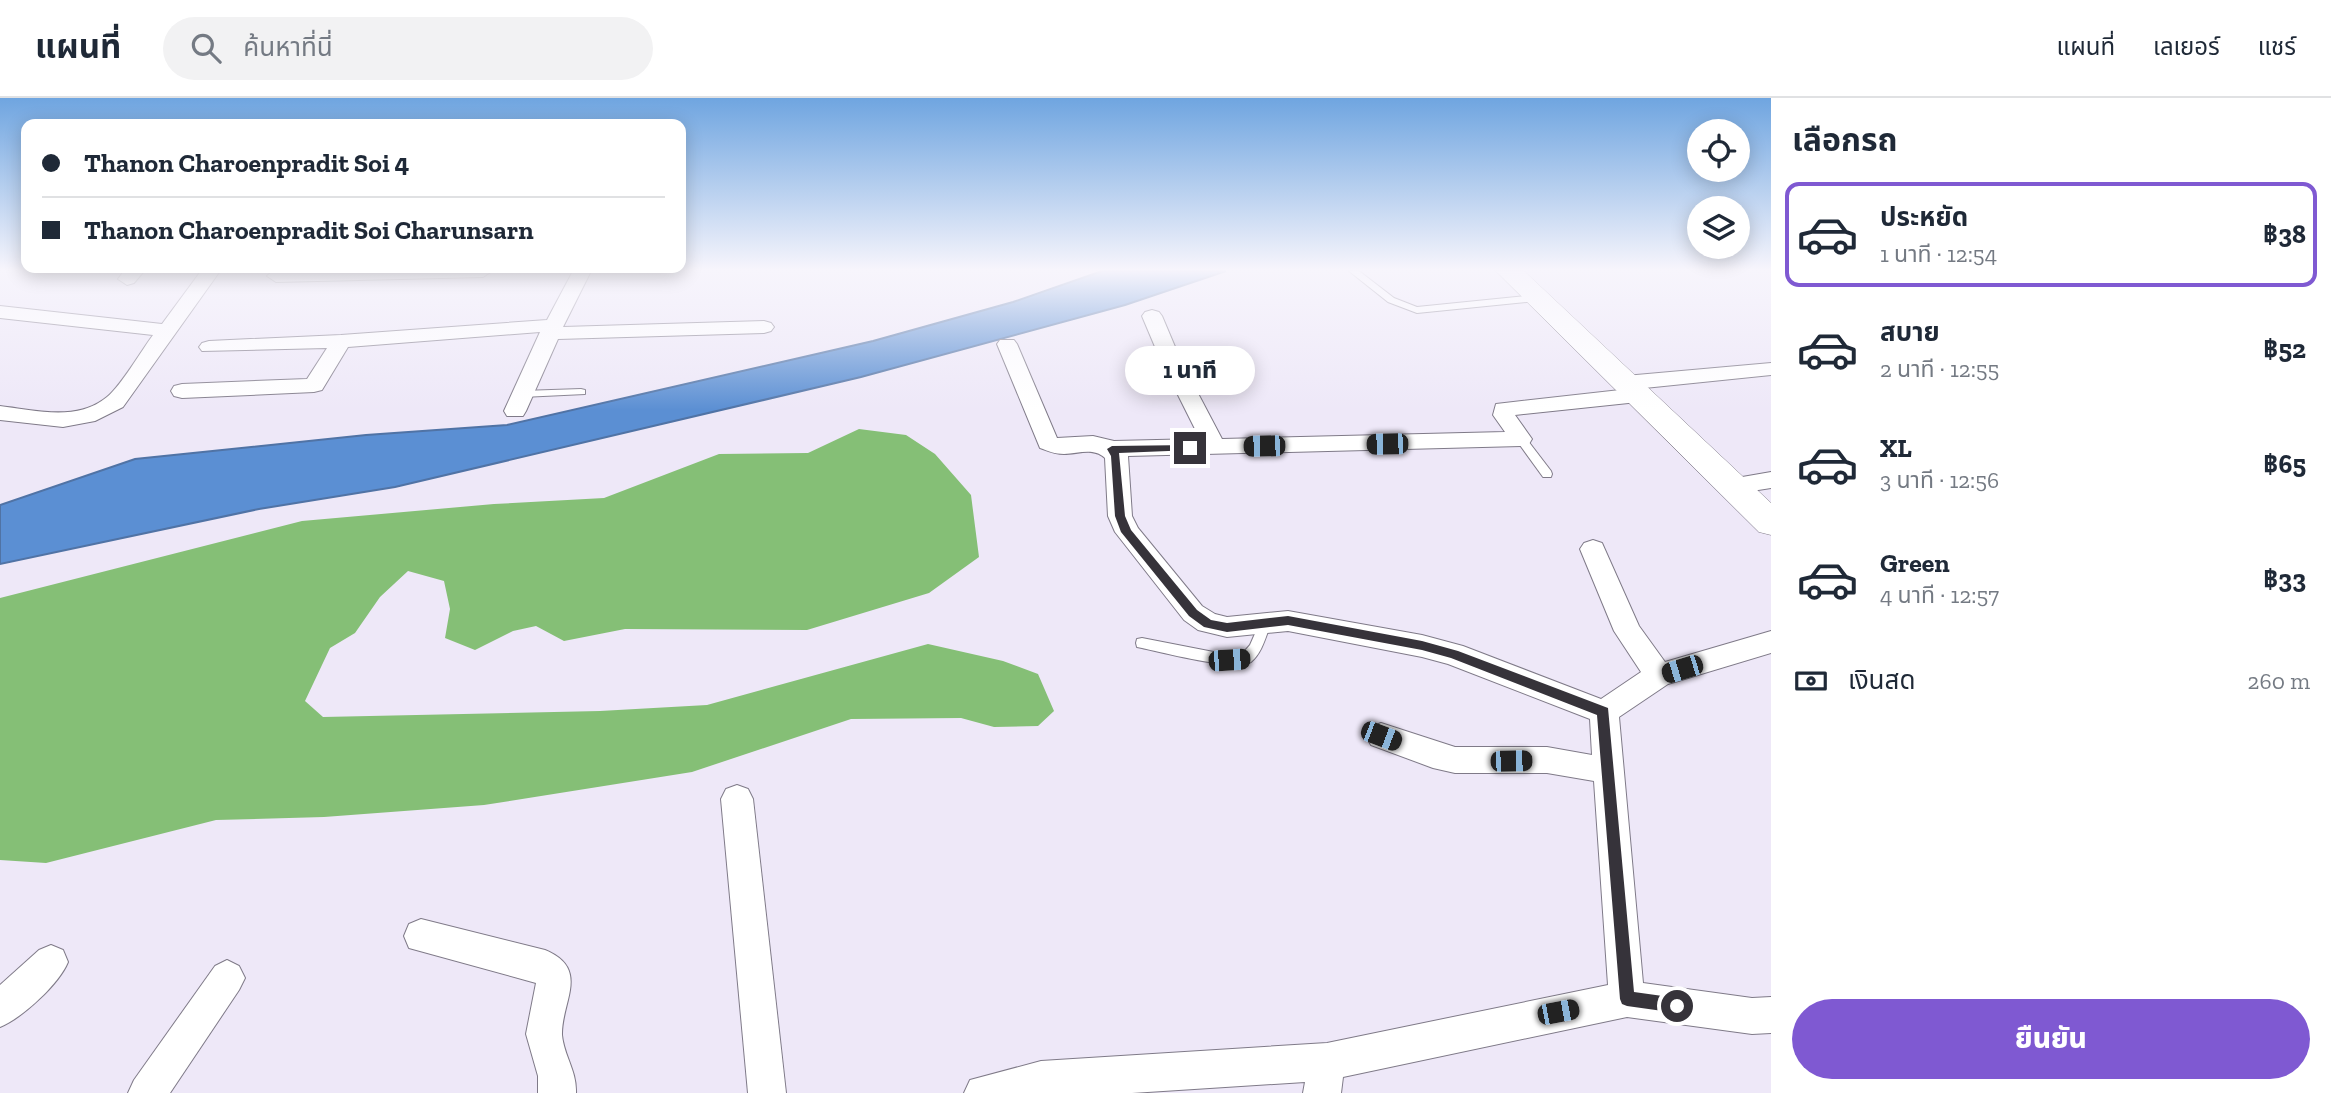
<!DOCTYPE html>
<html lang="th">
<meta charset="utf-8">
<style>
:root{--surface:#fff;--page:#f2f2f3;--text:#1f2937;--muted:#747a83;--line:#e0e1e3;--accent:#7f59d2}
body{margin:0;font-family:"Zilla Slab","Noto Sans Thai",serif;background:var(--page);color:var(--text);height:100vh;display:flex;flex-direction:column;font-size:26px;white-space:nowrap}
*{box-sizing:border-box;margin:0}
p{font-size:23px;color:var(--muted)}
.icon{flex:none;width:38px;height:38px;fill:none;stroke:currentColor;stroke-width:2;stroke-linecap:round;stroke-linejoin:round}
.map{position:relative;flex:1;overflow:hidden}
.panel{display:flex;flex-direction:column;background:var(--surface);width:560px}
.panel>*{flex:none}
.banner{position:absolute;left:21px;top:21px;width:665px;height:154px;border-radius:14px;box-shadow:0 4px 18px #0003;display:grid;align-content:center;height:154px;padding:0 21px;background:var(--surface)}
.buttons{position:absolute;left:1687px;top:21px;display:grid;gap:14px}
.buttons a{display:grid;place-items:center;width:63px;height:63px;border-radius:50%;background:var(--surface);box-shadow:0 4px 18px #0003;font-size:35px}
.end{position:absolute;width:32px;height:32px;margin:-16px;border:9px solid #36333a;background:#fff;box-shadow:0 0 0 4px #fff}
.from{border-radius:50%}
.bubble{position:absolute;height:49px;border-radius:24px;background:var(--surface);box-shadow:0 4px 18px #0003;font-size:23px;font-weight:800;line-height:49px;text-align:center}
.car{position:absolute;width:21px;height:42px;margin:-21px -10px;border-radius:9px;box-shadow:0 0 5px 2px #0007;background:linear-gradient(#222 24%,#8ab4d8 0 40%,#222 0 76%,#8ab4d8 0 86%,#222 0)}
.banner b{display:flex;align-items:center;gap:24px;height:66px;font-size:26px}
.banner b+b{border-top:2px solid var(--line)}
.banner i{width:18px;height:18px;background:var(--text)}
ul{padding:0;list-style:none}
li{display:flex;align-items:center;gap:21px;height:105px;margin:0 14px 10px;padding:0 7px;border:4px solid transparent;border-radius:14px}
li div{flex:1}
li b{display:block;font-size:26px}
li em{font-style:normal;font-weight:800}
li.active{border-color:var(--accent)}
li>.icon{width:63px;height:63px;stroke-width:1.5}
h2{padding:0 21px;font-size:32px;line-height:84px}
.pay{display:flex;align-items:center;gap:18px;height:77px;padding:0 21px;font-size:26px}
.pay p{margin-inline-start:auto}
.button{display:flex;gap:14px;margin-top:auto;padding:14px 21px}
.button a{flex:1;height:80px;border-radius:42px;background:var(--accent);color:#fff;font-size:28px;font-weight:800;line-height:80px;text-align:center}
header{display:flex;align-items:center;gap:42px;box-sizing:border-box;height:98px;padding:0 35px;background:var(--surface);border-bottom:2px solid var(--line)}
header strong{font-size:33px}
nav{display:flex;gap:38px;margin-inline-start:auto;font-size:24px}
.search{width:490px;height:63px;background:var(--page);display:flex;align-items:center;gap:18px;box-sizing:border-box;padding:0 24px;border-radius:38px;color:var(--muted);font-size:26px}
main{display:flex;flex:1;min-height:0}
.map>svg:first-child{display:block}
.forest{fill:#85bf76}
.water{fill:#5b8fd3;stroke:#5073a5;stroke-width:2}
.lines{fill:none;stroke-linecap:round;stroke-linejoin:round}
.service-casing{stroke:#7f7a88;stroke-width:2}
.minor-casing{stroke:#7f7a88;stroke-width:2}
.secondary-casing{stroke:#7f7a88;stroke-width:1}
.service{fill:#fff;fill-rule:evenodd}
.minor{fill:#fff;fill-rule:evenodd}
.secondary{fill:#fff;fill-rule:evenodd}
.route{fill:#36333a}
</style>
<header>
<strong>แผนที่</strong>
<div class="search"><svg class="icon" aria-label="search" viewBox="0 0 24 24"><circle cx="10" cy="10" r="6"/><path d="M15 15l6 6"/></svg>ค้นหาที่นี่</div>
<nav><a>แผนที่</a><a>เลเยอร์</a><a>แชร์</a></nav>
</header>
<main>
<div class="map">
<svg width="1771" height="995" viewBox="0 0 1771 995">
<rect width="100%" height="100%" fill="#eee8f8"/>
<polygon class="forest" points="859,331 906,337 935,356 971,397 979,459 929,495 807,532 625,531 564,543 536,528 513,533 475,552 445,540 450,511 444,483 408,473 380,499 355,535 330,550 305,603 323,619 600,613 707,607 928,546 1003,563 1038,576 1054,613 1038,628 994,629 961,620 851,621 692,674 484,707 324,719 216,722 46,765 0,762 0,500 302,423 494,406 604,400 719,356 808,355"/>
<polygon class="water" points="1102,173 1226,173 1125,207 861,279 395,389 259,411 0,466 0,407 135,361 366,337 507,327 873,243 1013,204"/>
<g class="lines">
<defs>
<g id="service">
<polygon points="1349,173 1359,173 1394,200 1417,209 1537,197 1542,200 1537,203 1417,215 1388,204"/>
<polygon points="581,291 585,292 585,296 522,299 517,296 522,293"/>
<polygon points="1521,338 1525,339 1551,373 1552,376 1551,379 1543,379 1517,343 1516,341 1517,339"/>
<path d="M1265,520L1269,522L1271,525C1266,538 1262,555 1251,564C1237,574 1161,554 1142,550L1137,549L1136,545L1137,541L1142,540L1229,557L1242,556L1250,547L1261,522Z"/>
</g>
<g id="minor">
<polygon points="124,173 144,173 134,185 127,187 118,181"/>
<path d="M201,173H220L123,309L95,323L63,329L0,322V308C35,312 77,324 107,299C121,288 141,253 153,237L0,220V208L162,226Z"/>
<polygon points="492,173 483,179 276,184 267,178 273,173"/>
<polygon points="573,173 591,173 563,229 764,223 771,225 774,229 771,233 764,235 558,241 526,313 523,318 507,318 504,313 540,234 348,249 322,292 314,294 182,300 174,298 171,293 174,288 182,286 307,281 327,250 202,253 199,249 202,245 209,243 341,237 547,222"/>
<path d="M1152,212L1159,214L1162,218L1181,263L1222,341L1505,334L1493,317L1496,306L1638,290L1646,292L1649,297L1646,302L1638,304L1515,317L1532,341L1529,346L1521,348L1128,358L1132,418L1138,430L1202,508L1215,516L1227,519L1288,513L1422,537L1463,548L1601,601L1641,574L1614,533L1580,451L1584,445L1593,442L1602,445L1639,528L1665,564L1771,533V555L1668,586L1619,619L1643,885L1752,900L1771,899V935L1752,936L1627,919L1343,979L1341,995H1303L1305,984L1132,995H964L970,982L1041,963L1327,945L1608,887L1594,683L1547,675H1455L1433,670L1371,647L1366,638L1371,629L1381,625L1455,649H1547L1592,657L1590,621L1448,566L1422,559L1288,533L1227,539L1198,532L1184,522L1115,434L1108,418L1105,360C1093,349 1078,356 1064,356C1055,356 1048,353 1040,350L997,246L1000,242H1014L1017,246L1057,340L1093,338L1114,343L1200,341L1161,263L1142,218L1145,214Z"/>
<polygon points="1771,265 1771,277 1625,292 1617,290 1614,285 1617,280 1625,278"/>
<polygon points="1771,374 1771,390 1733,396 1725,394 1721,388 1725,382"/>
<polygon points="737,687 748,691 753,701 786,995 748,995 721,701 726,691"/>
<path d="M421,821L545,852C591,871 561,904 562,937C564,958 577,973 576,995H538V978L526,936L536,885L409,850L404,838L409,826Z"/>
<path d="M51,847L63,852L68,864C59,886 22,920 0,929V887L39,852Z"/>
<polygon points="227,862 239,868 245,880 239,892 170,995 128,995 134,982 215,868"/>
</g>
<polygon id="secondary" points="1496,173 1524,173 1771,405 1771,437 1759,434"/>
</defs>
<use href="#service" class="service-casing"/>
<use href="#minor" class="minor-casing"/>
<use href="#secondary" class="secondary-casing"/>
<use href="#service" class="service"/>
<use href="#minor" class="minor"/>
<use href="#secondary" class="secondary"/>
</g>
<linearGradient id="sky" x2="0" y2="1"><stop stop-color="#6fa5e0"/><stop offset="0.55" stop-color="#f7f5fc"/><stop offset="1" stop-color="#f7f5fc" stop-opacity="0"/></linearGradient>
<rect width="1771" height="312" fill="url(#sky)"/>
<polygon class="route" points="1190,347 1195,350 1193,352 1119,355 1125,418 1131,432 1197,512 1211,522 1227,525 1288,518 1422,543 1458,553 1608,610 1634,894 1677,900 1683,902 1685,908 1683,913 1677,915 1627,908 1622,906 1620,901 1597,617 1451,560 1422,552 1288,527 1227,534 1204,529 1189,518 1121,434 1115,418 1111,358 1107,351 1112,348"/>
</svg>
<div class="buttons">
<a><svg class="icon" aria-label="locate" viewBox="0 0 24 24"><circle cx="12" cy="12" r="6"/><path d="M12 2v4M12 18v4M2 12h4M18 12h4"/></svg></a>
<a><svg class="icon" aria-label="layers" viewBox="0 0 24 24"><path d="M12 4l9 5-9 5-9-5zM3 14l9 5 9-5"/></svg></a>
</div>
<i class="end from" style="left:1677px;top:908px"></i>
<i class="end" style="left:1190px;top:350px"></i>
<div class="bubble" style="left:1125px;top:248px;width:130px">1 นาที</div>
<i class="car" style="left:1387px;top:346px;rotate:269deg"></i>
<i class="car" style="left:1264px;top:348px;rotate:269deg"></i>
<i class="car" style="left:1229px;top:562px;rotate:86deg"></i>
<i class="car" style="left:1682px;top:571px;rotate:253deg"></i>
<i class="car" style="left:1381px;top:638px;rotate:111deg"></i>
<i class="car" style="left:1511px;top:663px;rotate:89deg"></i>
<i class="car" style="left:1558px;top:914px;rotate:79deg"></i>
<div class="banner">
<b><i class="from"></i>Thanon Charoenpradit Soi 4</b>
<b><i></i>Thanon Charoenpradit Soi Charunsarn</b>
</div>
</div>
<section class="panel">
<h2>เลือกรถ</h2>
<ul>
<li class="active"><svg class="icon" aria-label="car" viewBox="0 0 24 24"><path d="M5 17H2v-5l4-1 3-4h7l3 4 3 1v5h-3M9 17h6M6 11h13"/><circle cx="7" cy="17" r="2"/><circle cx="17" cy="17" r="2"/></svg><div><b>ประหยัด</b><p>1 นาที · 12:54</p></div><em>฿38</em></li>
<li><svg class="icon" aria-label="car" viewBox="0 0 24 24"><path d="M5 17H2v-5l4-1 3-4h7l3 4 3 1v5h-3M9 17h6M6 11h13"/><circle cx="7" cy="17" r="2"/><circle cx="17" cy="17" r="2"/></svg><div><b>สบาย</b><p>2 นาที · 12:55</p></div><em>฿52</em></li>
<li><svg class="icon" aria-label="car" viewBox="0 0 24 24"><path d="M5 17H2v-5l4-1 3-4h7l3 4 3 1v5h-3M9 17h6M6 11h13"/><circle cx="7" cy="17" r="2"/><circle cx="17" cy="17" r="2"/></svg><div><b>XL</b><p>3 นาที · 12:56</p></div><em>฿65</em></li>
<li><svg class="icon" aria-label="car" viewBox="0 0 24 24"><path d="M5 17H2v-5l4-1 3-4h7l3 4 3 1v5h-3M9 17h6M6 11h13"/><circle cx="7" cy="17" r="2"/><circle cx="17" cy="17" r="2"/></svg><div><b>Green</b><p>4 นาที · 12:57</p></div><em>฿33</em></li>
</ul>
<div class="pay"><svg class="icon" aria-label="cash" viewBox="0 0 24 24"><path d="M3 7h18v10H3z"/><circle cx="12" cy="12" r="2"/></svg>เงินสด<p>260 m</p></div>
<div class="button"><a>ยืนยัน</a></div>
</section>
</main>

**Exercise details**. Scan the material line by line and report each one that contains "grid".

**Answer box**.
.banner{position:absolute;left:21px;top:21px;width:665px;height:154px;border-radius:14px;box-shadow:0 4px 18px #0003;display:grid;align-content:center;height:154px;padding:0 21px;background:var(--surface)}
.buttons{position:absolute;left:1687px;top:21px;display:grid;gap:14px}
.buttons a{display:grid;place-items:center;width:63px;height:63px;border-radius:50%;background:var(--surface);box-shadow:0 4px 18px #0003;font-size:35px}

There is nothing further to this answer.